Os olhos confundem-se com o azul turquesa das tranquilas águas oceânicas. Os cabelos lembram searas de trigo loiro, maduro para a ceifa, graciosamente debruçados sobre os ombros, numa suave ondulação de colinas na planície alentejana.

Uma rebelde elegância compõe o ramalhete do seu corpo esguio, cuidadosamente "ungido" de unguentos e aromas perfumados. A "tarefa" assim o exigia. Esbelto, sem rugas nem manchas, nos seus 22 anos, o seu corpo era a "ferramenta" que usava na "faina" noturna, nos sucessivos "alugueres"diários, à hora, ao minuto, consoante.

Sempre atendendo solidões embrulhadas em fatos e gravatas de seda. A sua infinita capacidade de escuta sossegava os desertos sombrios de quem tudo tem, aparentemente. 

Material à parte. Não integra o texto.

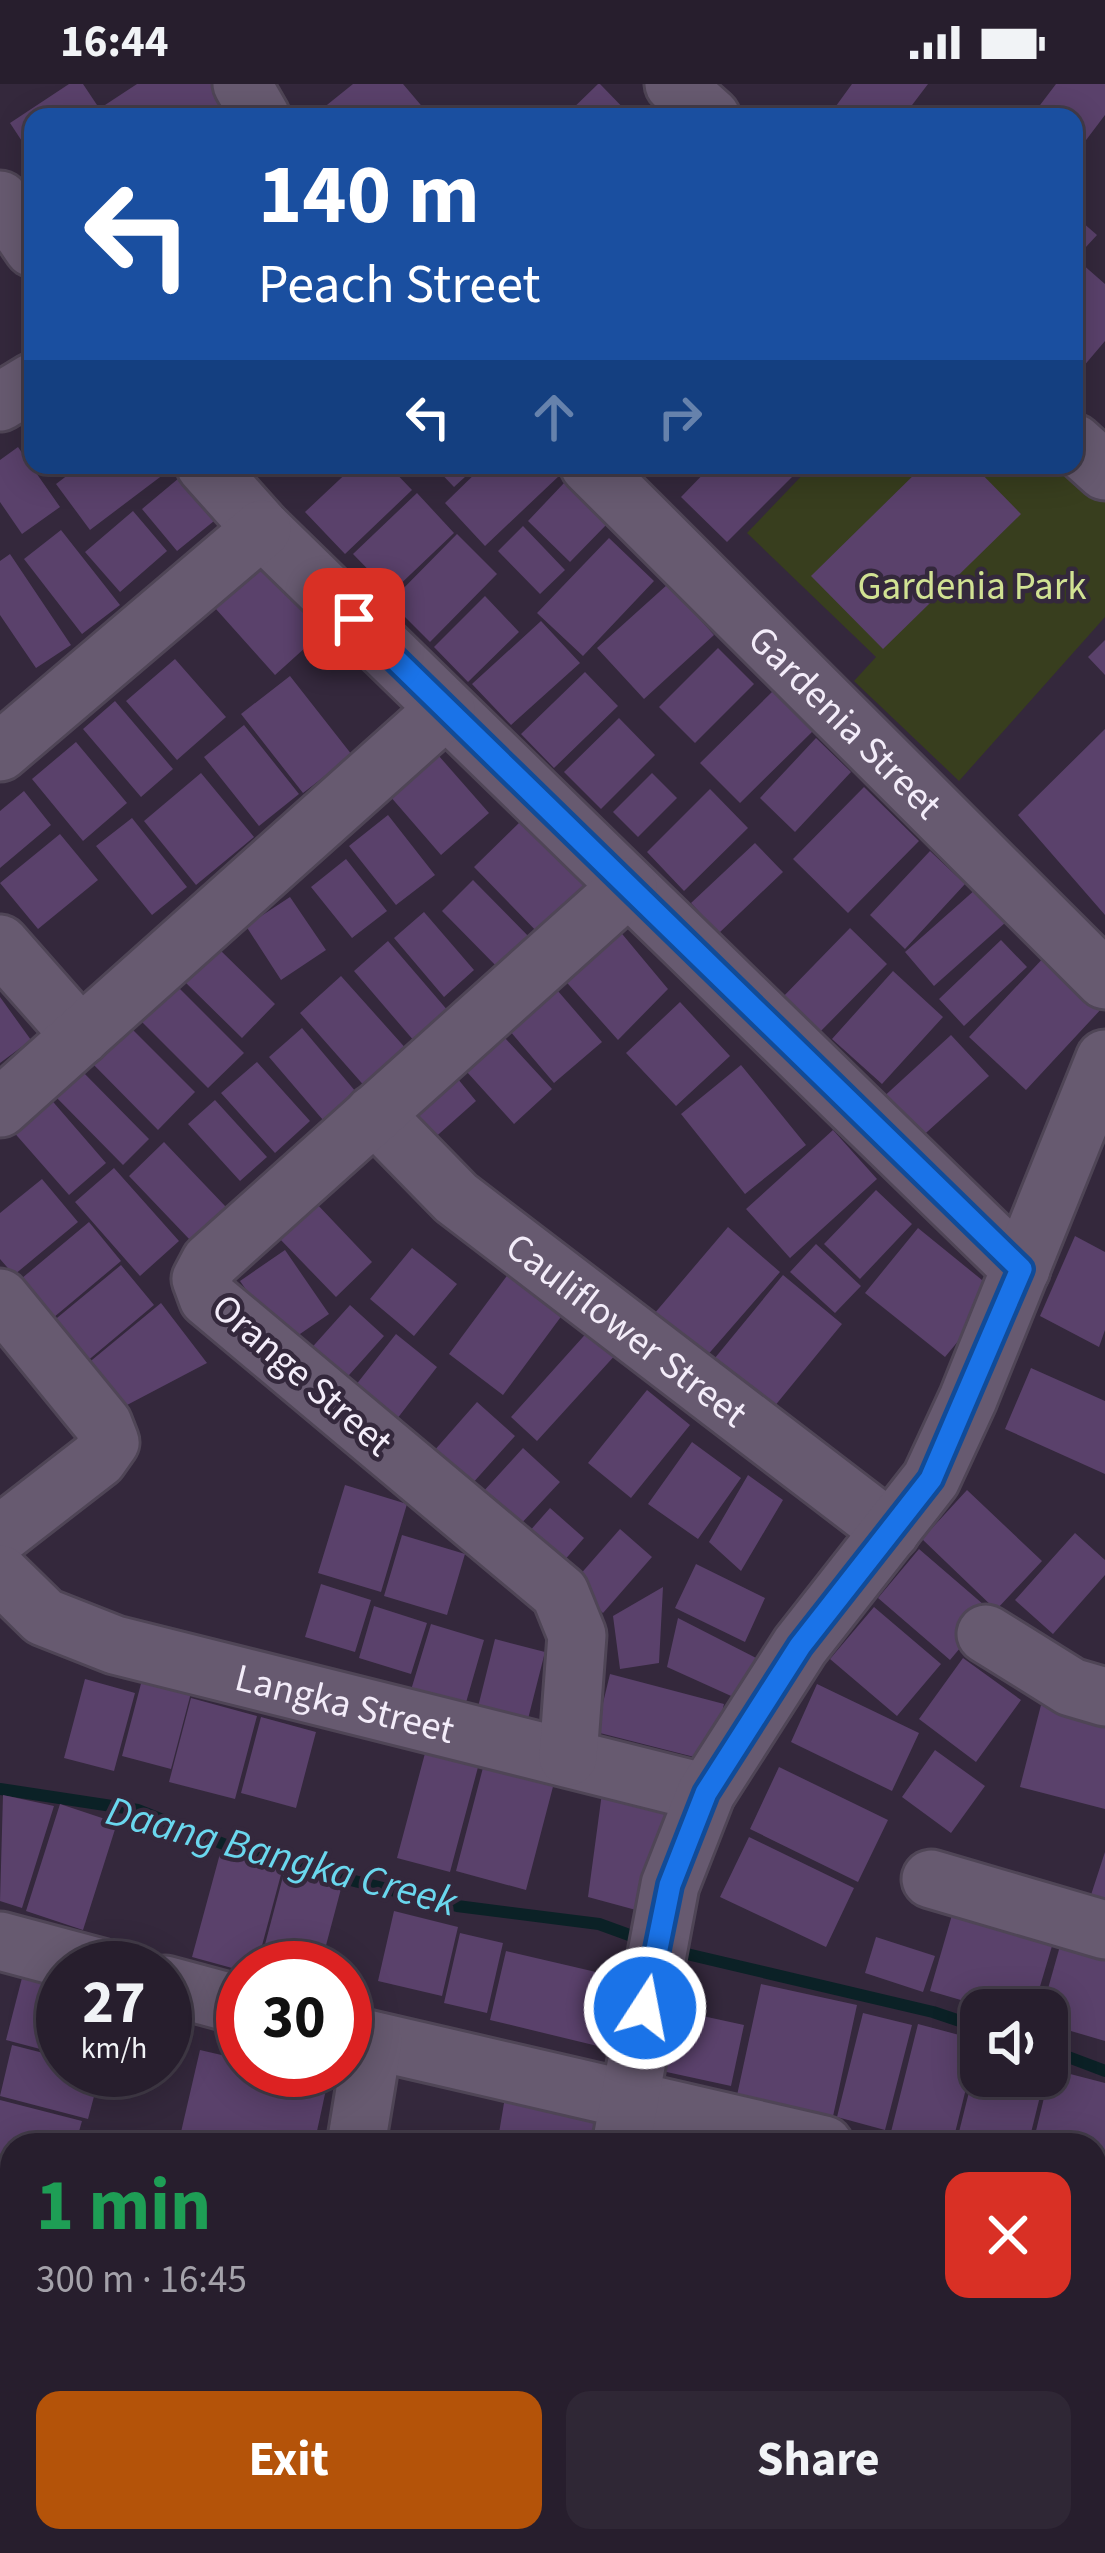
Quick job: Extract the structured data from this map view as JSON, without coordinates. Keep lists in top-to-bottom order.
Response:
{
  "streets": {
    "street": [
      "Gardenia Street",
      "Cauliflower Street",
      "Orange Street",
      "Langka Street"
    ]
  },
  "crossings": [
    ["Cauliflower Street", "Orange Street"],
    ["Orange Street", "Langka Street"]
  ],
  "water": ["Daang Bangka Creek"],
  "parks": ["Gardenia Park"],
  "page": {
    "status": "16:44",
    "turn": ["140 m", "Peach Street"],
    "speed": "27 km/h",
    "limit": "30",
    "heading": ["1 min", "300 m · 16:45"],
    "buttons": ["Exit", "Share"]
  }
}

E os sonhos? Ah, esses estavam prenhes de ilusões e, por vezes, de uma certa esperança de que "outra vida seria possível".

Aos 15 anos, os laços familiares da "Angélica" desapareceram: a prematura morte por sobredose dos progenitores, cujas vidas se perderam no pó proibido que as vielas da sé não conseguem esconder dos guardadores da lei.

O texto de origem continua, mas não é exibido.